## TASK TO CARRY OUT
Every entry must appear in the answer exactly as it does here.

## RECORDS TO PROCESS

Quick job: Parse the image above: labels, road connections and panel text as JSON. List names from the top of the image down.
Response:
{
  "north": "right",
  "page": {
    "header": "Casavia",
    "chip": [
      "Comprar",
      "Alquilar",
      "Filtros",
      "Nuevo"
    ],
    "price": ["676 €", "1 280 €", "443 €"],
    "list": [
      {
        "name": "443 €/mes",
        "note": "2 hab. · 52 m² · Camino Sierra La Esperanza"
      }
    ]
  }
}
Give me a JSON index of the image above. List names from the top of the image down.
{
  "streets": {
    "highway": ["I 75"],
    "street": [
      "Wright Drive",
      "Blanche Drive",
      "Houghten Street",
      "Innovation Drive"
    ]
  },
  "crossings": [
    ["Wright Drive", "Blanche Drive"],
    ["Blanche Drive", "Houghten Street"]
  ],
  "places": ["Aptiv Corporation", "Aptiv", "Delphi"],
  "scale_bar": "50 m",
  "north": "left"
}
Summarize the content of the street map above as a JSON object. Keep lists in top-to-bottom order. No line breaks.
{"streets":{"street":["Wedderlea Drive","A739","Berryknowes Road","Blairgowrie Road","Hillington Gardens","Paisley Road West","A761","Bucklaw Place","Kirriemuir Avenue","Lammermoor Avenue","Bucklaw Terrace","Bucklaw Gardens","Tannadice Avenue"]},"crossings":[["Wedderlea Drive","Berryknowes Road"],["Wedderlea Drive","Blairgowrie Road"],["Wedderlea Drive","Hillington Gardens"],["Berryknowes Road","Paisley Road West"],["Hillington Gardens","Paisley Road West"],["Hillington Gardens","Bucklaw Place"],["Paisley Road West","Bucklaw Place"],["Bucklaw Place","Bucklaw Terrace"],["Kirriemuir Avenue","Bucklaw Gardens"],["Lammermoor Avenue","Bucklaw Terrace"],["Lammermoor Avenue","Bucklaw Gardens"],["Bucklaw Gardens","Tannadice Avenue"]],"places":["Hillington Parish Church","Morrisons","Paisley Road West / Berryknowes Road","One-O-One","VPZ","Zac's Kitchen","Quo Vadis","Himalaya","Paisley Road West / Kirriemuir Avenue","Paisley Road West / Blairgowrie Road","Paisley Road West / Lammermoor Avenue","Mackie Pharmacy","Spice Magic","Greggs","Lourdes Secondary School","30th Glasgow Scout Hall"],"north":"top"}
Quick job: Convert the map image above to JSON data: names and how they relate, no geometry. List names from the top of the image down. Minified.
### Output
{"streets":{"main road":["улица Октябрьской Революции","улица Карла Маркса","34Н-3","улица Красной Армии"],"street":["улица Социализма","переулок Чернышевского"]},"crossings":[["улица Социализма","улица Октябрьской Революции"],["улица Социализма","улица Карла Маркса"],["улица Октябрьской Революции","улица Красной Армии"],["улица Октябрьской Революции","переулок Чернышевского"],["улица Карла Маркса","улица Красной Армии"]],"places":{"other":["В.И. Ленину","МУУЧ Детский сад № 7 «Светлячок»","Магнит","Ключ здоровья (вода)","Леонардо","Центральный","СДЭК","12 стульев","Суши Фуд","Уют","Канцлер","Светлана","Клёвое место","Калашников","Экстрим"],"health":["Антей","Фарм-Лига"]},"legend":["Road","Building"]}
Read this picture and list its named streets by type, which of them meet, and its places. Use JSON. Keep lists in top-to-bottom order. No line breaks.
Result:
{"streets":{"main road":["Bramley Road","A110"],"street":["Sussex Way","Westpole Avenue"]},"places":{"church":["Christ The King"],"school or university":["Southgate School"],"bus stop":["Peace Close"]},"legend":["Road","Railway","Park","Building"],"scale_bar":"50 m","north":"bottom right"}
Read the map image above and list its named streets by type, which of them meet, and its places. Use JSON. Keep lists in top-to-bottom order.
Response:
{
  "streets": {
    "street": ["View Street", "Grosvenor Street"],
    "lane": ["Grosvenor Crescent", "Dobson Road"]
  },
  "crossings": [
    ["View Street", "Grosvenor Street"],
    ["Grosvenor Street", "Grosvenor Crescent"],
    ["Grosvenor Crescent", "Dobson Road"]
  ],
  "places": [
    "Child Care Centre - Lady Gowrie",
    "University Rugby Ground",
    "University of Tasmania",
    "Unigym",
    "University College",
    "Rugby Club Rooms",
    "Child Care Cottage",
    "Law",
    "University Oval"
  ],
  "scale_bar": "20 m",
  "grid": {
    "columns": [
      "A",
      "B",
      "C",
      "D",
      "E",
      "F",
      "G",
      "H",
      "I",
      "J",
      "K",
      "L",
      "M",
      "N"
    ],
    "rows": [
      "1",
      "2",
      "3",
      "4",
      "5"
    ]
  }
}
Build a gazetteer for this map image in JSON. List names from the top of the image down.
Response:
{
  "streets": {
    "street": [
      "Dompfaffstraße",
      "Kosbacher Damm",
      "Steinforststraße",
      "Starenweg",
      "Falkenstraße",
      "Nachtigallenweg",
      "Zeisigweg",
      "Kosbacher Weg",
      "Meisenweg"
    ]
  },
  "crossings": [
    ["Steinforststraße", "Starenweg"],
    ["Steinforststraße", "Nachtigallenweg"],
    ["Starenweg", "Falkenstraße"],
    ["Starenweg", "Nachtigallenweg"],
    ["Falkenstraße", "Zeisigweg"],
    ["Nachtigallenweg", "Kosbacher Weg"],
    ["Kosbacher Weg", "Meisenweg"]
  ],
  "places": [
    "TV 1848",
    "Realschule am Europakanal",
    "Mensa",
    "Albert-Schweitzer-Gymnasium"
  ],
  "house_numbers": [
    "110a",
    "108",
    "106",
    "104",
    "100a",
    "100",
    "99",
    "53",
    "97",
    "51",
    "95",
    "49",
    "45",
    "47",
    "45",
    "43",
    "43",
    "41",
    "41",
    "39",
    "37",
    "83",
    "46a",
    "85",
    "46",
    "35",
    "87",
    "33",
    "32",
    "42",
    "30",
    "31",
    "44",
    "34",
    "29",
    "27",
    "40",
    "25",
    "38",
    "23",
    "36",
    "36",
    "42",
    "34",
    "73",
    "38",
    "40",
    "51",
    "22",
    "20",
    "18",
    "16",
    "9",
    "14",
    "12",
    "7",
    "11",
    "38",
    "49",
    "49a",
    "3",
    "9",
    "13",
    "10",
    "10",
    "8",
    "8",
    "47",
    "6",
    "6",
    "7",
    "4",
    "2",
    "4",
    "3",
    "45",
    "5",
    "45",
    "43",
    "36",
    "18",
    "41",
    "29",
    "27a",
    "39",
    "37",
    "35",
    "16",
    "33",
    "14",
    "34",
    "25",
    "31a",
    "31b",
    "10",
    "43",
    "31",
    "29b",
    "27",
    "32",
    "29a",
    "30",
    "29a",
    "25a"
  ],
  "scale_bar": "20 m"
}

## TASK ANSWER
Quick job: Parse the image above: labels, road connections and panel text as JSON. List names from the top of the image down.
Response:
{
  "north": "right",
  "page": {
    "header": "Casavia",
    "chip": [
      "Comprar",
      "Alquilar",
      "Filtros",
      "Nuevo"
    ],
    "price": ["676 €", "1 280 €", "443 €"],
    "list": [
      {
        "name": "443 €/mes",
        "note": "2 hab. · 52 m² · Camino Sierra La Esperanza"
      }
    ]
  }
}
Give me a JSON index of the image above. List names from the top of the image down.
{
  "streets": {
    "highway": ["I 75"],
    "street": [
      "Wright Drive",
      "Blanche Drive",
      "Houghten Street",
      "Innovation Drive"
    ]
  },
  "crossings": [
    ["Wright Drive", "Blanche Drive"],
    ["Blanche Drive", "Houghten Street"]
  ],
  "places": ["Aptiv Corporation", "Aptiv", "Delphi"],
  "scale_bar": "50 m",
  "north": "left"
}
Summarize the content of the street map above as a JSON object. Keep lists in top-to-bottom order. No line breaks.
{"streets":{"street":["Wedderlea Drive","A739","Berryknowes Road","Blairgowrie Road","Hillington Gardens","Paisley Road West","A761","Bucklaw Place","Kirriemuir Avenue","Lammermoor Avenue","Bucklaw Terrace","Bucklaw Gardens","Tannadice Avenue"]},"crossings":[["Wedderlea Drive","Berryknowes Road"],["Wedderlea Drive","Blairgowrie Road"],["Wedderlea Drive","Hillington Gardens"],["Berryknowes Road","Paisley Road West"],["Hillington Gardens","Paisley Road West"],["Hillington Gardens","Bucklaw Place"],["Paisley Road West","Bucklaw Place"],["Bucklaw Place","Bucklaw Terrace"],["Kirriemuir Avenue","Bucklaw Gardens"],["Lammermoor Avenue","Bucklaw Terrace"],["Lammermoor Avenue","Bucklaw Gardens"],["Bucklaw Gardens","Tannadice Avenue"]],"places":["Hillington Parish Church","Morrisons","Paisley Road West / Berryknowes Road","One-O-One","VPZ","Zac's Kitchen","Quo Vadis","Himalaya","Paisley Road West / Kirriemuir Avenue","Paisley Road West / Blairgowrie Road","Paisley Road West / Lammermoor Avenue","Mackie Pharmacy","Spice Magic","Greggs","Lourdes Secondary School","30th Glasgow Scout Hall"],"north":"top"}
Quick job: Convert the map image above to JSON data: names and how they relate, no geometry. List names from the top of the image down. Minified.
### Output
{"streets":{"main road":["улица Октябрьской Революции","улица Карла Маркса","34Н-3","улица Красной Армии"],"street":["улица Социализма","переулок Чернышевского"]},"crossings":[["улица Социализма","улица Октябрьской Революции"],["улица Социализма","улица Карла Маркса"],["улица Октябрьской Революции","улица Красной Армии"],["улица Октябрьской Революции","переулок Чернышевского"],["улица Карла Маркса","улица Красной Армии"]],"places":{"other":["В.И. Ленину","МУУЧ Детский сад № 7 «Светлячок»","Магнит","Ключ здоровья (вода)","Леонардо","Центральный","СДЭК","12 стульев","Суши Фуд","Уют","Канцлер","Светлана","Клёвое место","Калашников","Экстрим"],"health":["Антей","Фарм-Лига"]},"legend":["Road","Building"]}
Read this picture and list its named streets by type, which of them meet, and its places. Use JSON. Keep lists in top-to-bottom order. No line breaks.
Result:
{"streets":{"main road":["Bramley Road","A110"],"street":["Sussex Way","Westpole Avenue"]},"places":{"church":["Christ The King"],"school or university":["Southgate School"],"bus stop":["Peace Close"]},"legend":["Road","Railway","Park","Building"],"scale_bar":"50 m","north":"bottom right"}
Read the map image above and list its named streets by type, which of them meet, and its places. Use JSON. Keep lists in top-to-bottom order.
Response:
{
  "streets": {
    "street": ["View Street", "Grosvenor Street"],
    "lane": ["Grosvenor Crescent", "Dobson Road"]
  },
  "crossings": [
    ["View Street", "Grosvenor Street"],
    ["Grosvenor Street", "Grosvenor Crescent"],
    ["Grosvenor Crescent", "Dobson Road"]
  ],
  "places": [
    "Child Care Centre - Lady Gowrie",
    "University Rugby Ground",
    "University of Tasmania",
    "Unigym",
    "University College",
    "Rugby Club Rooms",
    "Child Care Cottage",
    "Law",
    "University Oval"
  ],
  "scale_bar": "20 m",
  "grid": {
    "columns": [
      "A",
      "B",
      "C",
      "D",
      "E",
      "F",
      "G",
      "H",
      "I",
      "J",
      "K",
      "L",
      "M",
      "N"
    ],
    "rows": [
      "1",
      "2",
      "3",
      "4",
      "5"
    ]
  }
}
Build a gazetteer for this map image in JSON. List names from the top of the image down.
Response:
{
  "streets": {
    "street": [
      "Dompfaffstraße",
      "Kosbacher Damm",
      "Steinforststraße",
      "Starenweg",
      "Falkenstraße",
      "Nachtigallenweg",
      "Zeisigweg",
      "Kosbacher Weg",
      "Meisenweg"
    ]
  },
  "crossings": [
    ["Steinforststraße", "Starenweg"],
    ["Steinforststraße", "Nachtigallenweg"],
    ["Starenweg", "Falkenstraße"],
    ["Starenweg", "Nachtigallenweg"],
    ["Falkenstraße", "Zeisigweg"],
    ["Nachtigallenweg", "Kosbacher Weg"],
    ["Kosbacher Weg", "Meisenweg"]
  ],
  "places": [
    "TV 1848",
    "Realschule am Europakanal",
    "Mensa",
    "Albert-Schweitzer-Gymnasium"
  ],
  "house_numbers": [
    "110a",
    "108",
    "106",
    "104",
    "100a",
    "100",
    "99",
    "53",
    "97",
    "51",
    "95",
    "49",
    "45",
    "47",
    "45",
    "43",
    "43",
    "41",
    "41",
    "39",
    "37",
    "83",
    "46a",
    "85",
    "46",
    "35",
    "87",
    "33",
    "32",
    "42",
    "30",
    "31",
    "44",
    "34",
    "29",
    "27",
    "40",
    "25",
    "38",
    "23",
    "36",
    "36",
    "42",
    "34",
    "73",
    "38",
    "40",
    "51",
    "22",
    "20",
    "18",
    "16",
    "9",
    "14",
    "12",
    "7",
    "11",
    "38",
    "49",
    "49a",
    "3",
    "9",
    "13",
    "10",
    "10",
    "8",
    "8",
    "47",
    "6",
    "6",
    "7",
    "4",
    "2",
    "4",
    "3",
    "45",
    "5",
    "45",
    "43",
    "36",
    "18",
    "41",
    "29",
    "27a",
    "39",
    "37",
    "35",
    "16",
    "33",
    "14",
    "34",
    "25",
    "31a",
    "31b",
    "10",
    "43",
    "31",
    "29b",
    "27",
    "32",
    "29a",
    "30",
    "29a",
    "25a"
  ],
  "scale_bar": "20 m"
}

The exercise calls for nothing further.